> [AIM OF THE EXERCISE] Only the lines that hold "canvas" should be in the answer, each copied from the data below.

■ ■ ■ ■

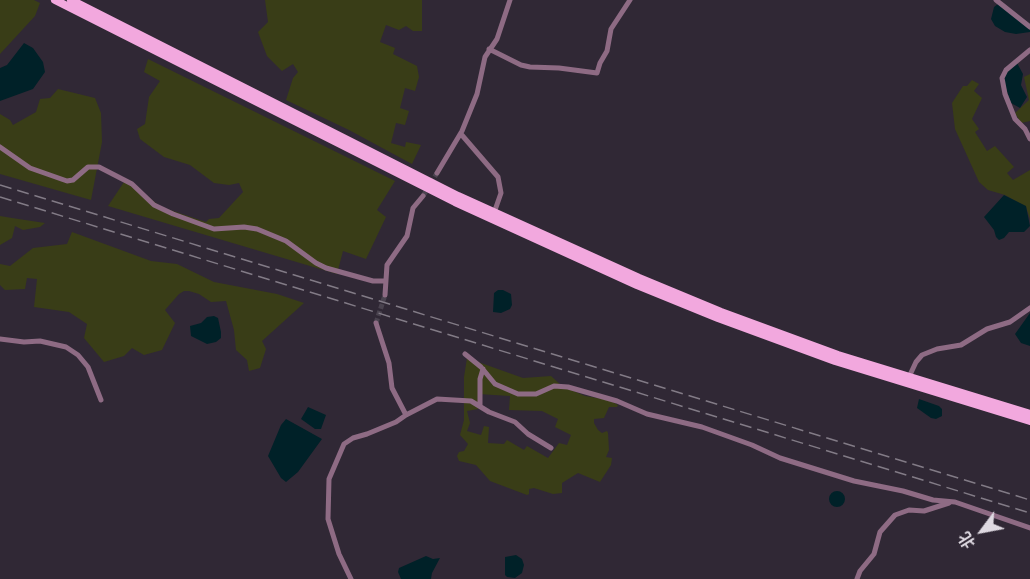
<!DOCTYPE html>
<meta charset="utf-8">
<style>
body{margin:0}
#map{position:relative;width:1030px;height:579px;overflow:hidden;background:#302835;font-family:Lora,"Noto Sans SC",serif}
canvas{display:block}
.north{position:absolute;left:952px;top:501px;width:60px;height:60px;-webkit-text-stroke:4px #302835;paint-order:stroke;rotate:238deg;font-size:16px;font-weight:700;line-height:24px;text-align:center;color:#ded9e1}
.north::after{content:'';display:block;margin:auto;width:21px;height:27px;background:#ded9e1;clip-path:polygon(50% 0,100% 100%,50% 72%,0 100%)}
</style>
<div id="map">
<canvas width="1030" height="579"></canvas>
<div class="north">北</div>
</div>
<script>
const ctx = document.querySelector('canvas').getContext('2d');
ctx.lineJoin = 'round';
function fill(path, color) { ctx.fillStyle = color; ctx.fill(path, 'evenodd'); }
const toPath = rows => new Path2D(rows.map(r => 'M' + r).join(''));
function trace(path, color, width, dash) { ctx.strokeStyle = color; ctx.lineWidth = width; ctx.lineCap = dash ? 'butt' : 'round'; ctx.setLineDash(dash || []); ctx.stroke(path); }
const green = toPath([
 [0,0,34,0,40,3,35,16,0,54],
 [265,0,422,0,422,31,413,31,406,26,399,30,386,25,380,42,395,48,393,54,417,66,419,77,415,91,405,88,400,108,409,111,405,125,396,123,391,143,405,147,406,142,421,145,412,164,349,130,286,100,293,78,298,72,293,64,282,71,267,56,258,32,268,22],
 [148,59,395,181,377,210,386,217,366,259,343,251,337,274,108,206,126,179,161,207,206,222,209,219,219,218,243,192,239,183,229,185,214,183,190,165,164,157,140,139,137,129,145,124,149,97,160,81,144,72],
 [1030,74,1030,121,1021,123,1015,113,1029,100,1024,77],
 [972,80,979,84,974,91,982,98,972,119,979,129,975,132,987,151,995,146,1014,167,1007,173,1013,180,1030,170,1030,219,1026,207,1005,195,988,190,979,182,955,129,952,103,963,86,967,86],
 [58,89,95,98,101,113,102,142,91,200,0,174,0,114,10,120,13,125,36,112,40,99,50,98],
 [0,216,12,218,45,223,40,227,23,230,15,226,12,238,0,245],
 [72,232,151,261,177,264,214,282,277,294,304,303,262,341,266,349,260,368,249,371,247,360,236,350,234,330,226,301,211,302,199,294,189,291,184,291,179,294,165,310,175,323,162,350,144,355,132,348,124,356,104,362,84,338,87,324,69,312,34,307,37,279,27,278,25,289,5,290,0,285,0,264,10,266,33,248,67,244],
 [467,358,523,378,551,376,562,386,585,396,609,400,618,405,617,407,609,407,604,418,594,419,594,423,598,430,602,433,607,431,608,433,609,450,606,457,612,458,611,465,600,482,578,473,562,483,562,493,553,494,534,488,529,489,529,494,527,495,490,481,476,465,459,461,457,456,459,452,464,451,468,444,460,435,464,420,464,377],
 [478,394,510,396,509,410,542,411,558,419,555,427,571,435,567,445,559,443,548,458,527,446,524,450,507,440,504,444,488,443,489,427,484,426,481,435,467,431,470,423,467,411,478,409]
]);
const water = toPath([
 [998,4,1030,29,1030,32,1016,34,1005,32,995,26,991,19,994,7],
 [24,43,33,48,43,62,45,72,33,89,0,101,0,68,7,65],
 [1017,63,1023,74,1021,85,1027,97,1020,108,1011,103,1003,79,1006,72],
 [1004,195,1026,206,1030,226,1024,232,1009,232,1004,238,999,240,996,237,994,230,984,217],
 [503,290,511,294,512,305,510,309,501,313,493,312,494,293,498,290],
 [1030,313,1030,346,1021,343,1015,334],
 [214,316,218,318,221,332,221,338,216,342,207,344,191,336,190,326,201,323,207,317],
 [919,399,939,406,942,409,942,416,936,419,931,418,917,408],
 [308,407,326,415,321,429,315,429,301,419],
 [286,419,322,439,298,472,286,482,281,478,268,456,281,425],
 '829 499a8 8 0 1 1 16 0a8 8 0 1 1-16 0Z',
 [516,555,522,559,524,565,522,573,515,578,507,577,505,575,505,557],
 [426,556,433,559,440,558,432,573,431,579,401,579,398,572,399,568]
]);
const streetTunnel = toPath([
 [423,196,437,173],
 [376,323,385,295]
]);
const street = toPath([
 [996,0,1030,27],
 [489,49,521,65,530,67,559,68,597,73,600,63,607,51,611,29,630,0],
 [1030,50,1006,70,1002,78,1005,94,1015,119,1025,129,1030,139],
 [461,134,498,177,501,193,494,213],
 [0,147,30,168,67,181,73,180,88,167,99,167,132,184,154,205,173,214,214,229,244,227,257,229,286,241,316,263,326,268,373,281,386,281],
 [437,173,462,131,477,94,485,57,497,39,510,0],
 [385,295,387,265,407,236,413,208,423,196],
 [0,339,24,342,40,341,66,347,78,355,88,367,101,400],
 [465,354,481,367,495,384,518,394,536,394,554,386,568,387,617,401,647,414,702,427,752,445,780,458,854,481,903,491,933,500,955,502,1030,528],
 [909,377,916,362,922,355,937,349,961,345,987,329,1010,322,1030,308],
 [480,406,480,379,483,369],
 [406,415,437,399,471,401,489,412,515,422,528,434,551,448],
 [351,579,339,554,328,519,329,479,344,444,353,438,367,434,396,422,406,415,392,388,389,363,376,323],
 [857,579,860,571,874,554,880,532,895,515,909,510,924,511,949,503]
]);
const primary = toPath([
 [55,0,455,202,637,285,718,318,835,361,1030,421],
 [71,0,458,196,639,278,721,312,838,355,1030,414]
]);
const rail = toPath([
 [0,185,1030,500],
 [0,197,1030,513]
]);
fill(green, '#393d17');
fill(water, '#002128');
trace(streetTunnel, '#4a434f', 5, [5, 2.5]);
trace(street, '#8e6b84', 5);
trace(primary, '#f2a8de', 8);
trace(rail, '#827b86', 1.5, [12, 6]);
</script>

■ ■ ■ ■

> [WORKED SOLUTION]
canvas{display:block}
<canvas width="1030" height="579"></canvas>
const ctx = document.querySelector('canvas').getContext('2d');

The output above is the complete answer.